= Optical DPSK demodulator =

An optical DPSK demodulator is a device that provides a method for converting an optical differential phase-shift keying (DPSK) signal to an intensity-keyed signal at the receiving end in fiber-optic communication networks. It is also known as delay line interferometer (DLI), or simply called DPSK demodulator.

Working principle of optical DPSK demodulation: (a) Incoming DPSK signal with uniform intensity, (b) 1-bit delay of the incoming DPSK signal with uniform intensity, and (c) Demodulated intensity signal after interference between (a)/(a′) and (b)/(b′).

The DPSK decoding method is achieved by comparing the phase of two sequential bits. An incoming DPSK optical signal is first split into two beams with equal intensities, in which one beam is delayed in space by an optical path difference that introduces a time delay corresponding to one bit. The two beams in the two paths are then coherently recombined to interfere each other constructively or destructively. The interference intensity is measured and becomes the intensity-keyed signal. A typical optical system for such a purpose is Mach–Zehnder interferometer or Michelson interferometer, forming an optical DPSK demodulator.

Delay time depends on the data rate. For instance, in a 40 Gbit/s system, one bit corresponds to 25 picoseconds, and light travels 5 mm in a fiber optics or 7.5 mm in free space within that period. Thus the optical path difference between the two beams is 5 mm or 7.5 mm depending on the type of interferometer used.
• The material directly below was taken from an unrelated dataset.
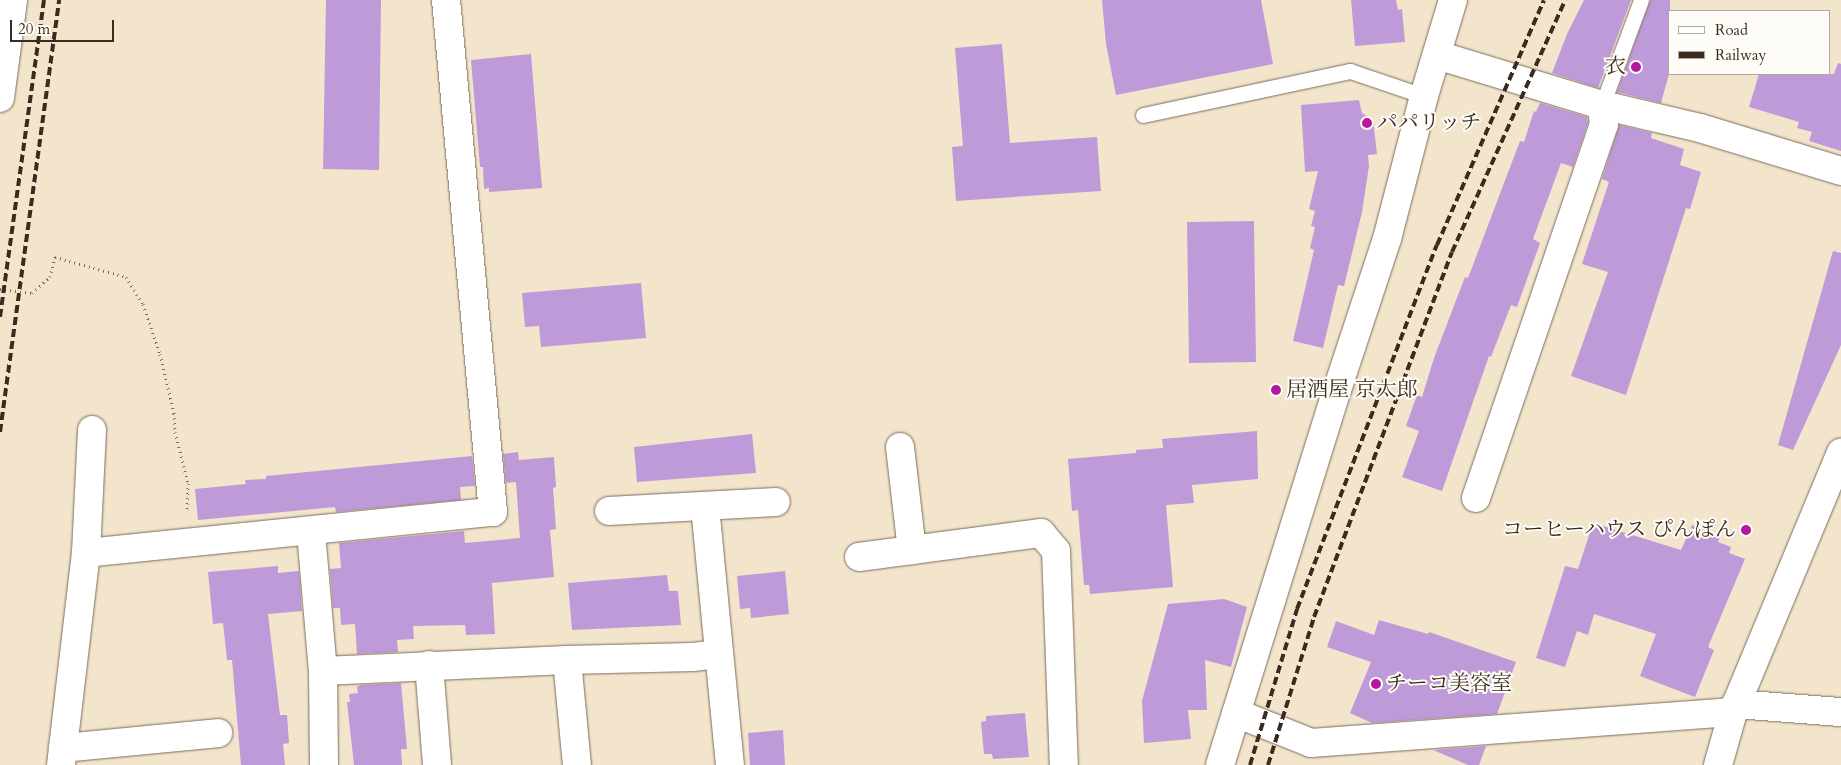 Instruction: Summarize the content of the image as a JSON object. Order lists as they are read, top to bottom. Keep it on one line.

DQPSK is the four-level version of DPSK. DQPSK transmits two bits for every symbol (bit combinations being 00, 01, 11 and 10) and has an additional advantage over conventional binary DPSK. DQPSK has a narrower optical spectrum, which tolerates more dispersion (both chromatic and polarization-mode), allows for stronger optical filtering, and enables closer channel spacing. As a result, DQPSK allows processing of 40 Gbit/s data-rate in a 50 GHz channel spacing system. A demodulator for optical DQPSK signals can be constructed using two matched DPSK demodulators with phase off-set at $\pm \pi/4$.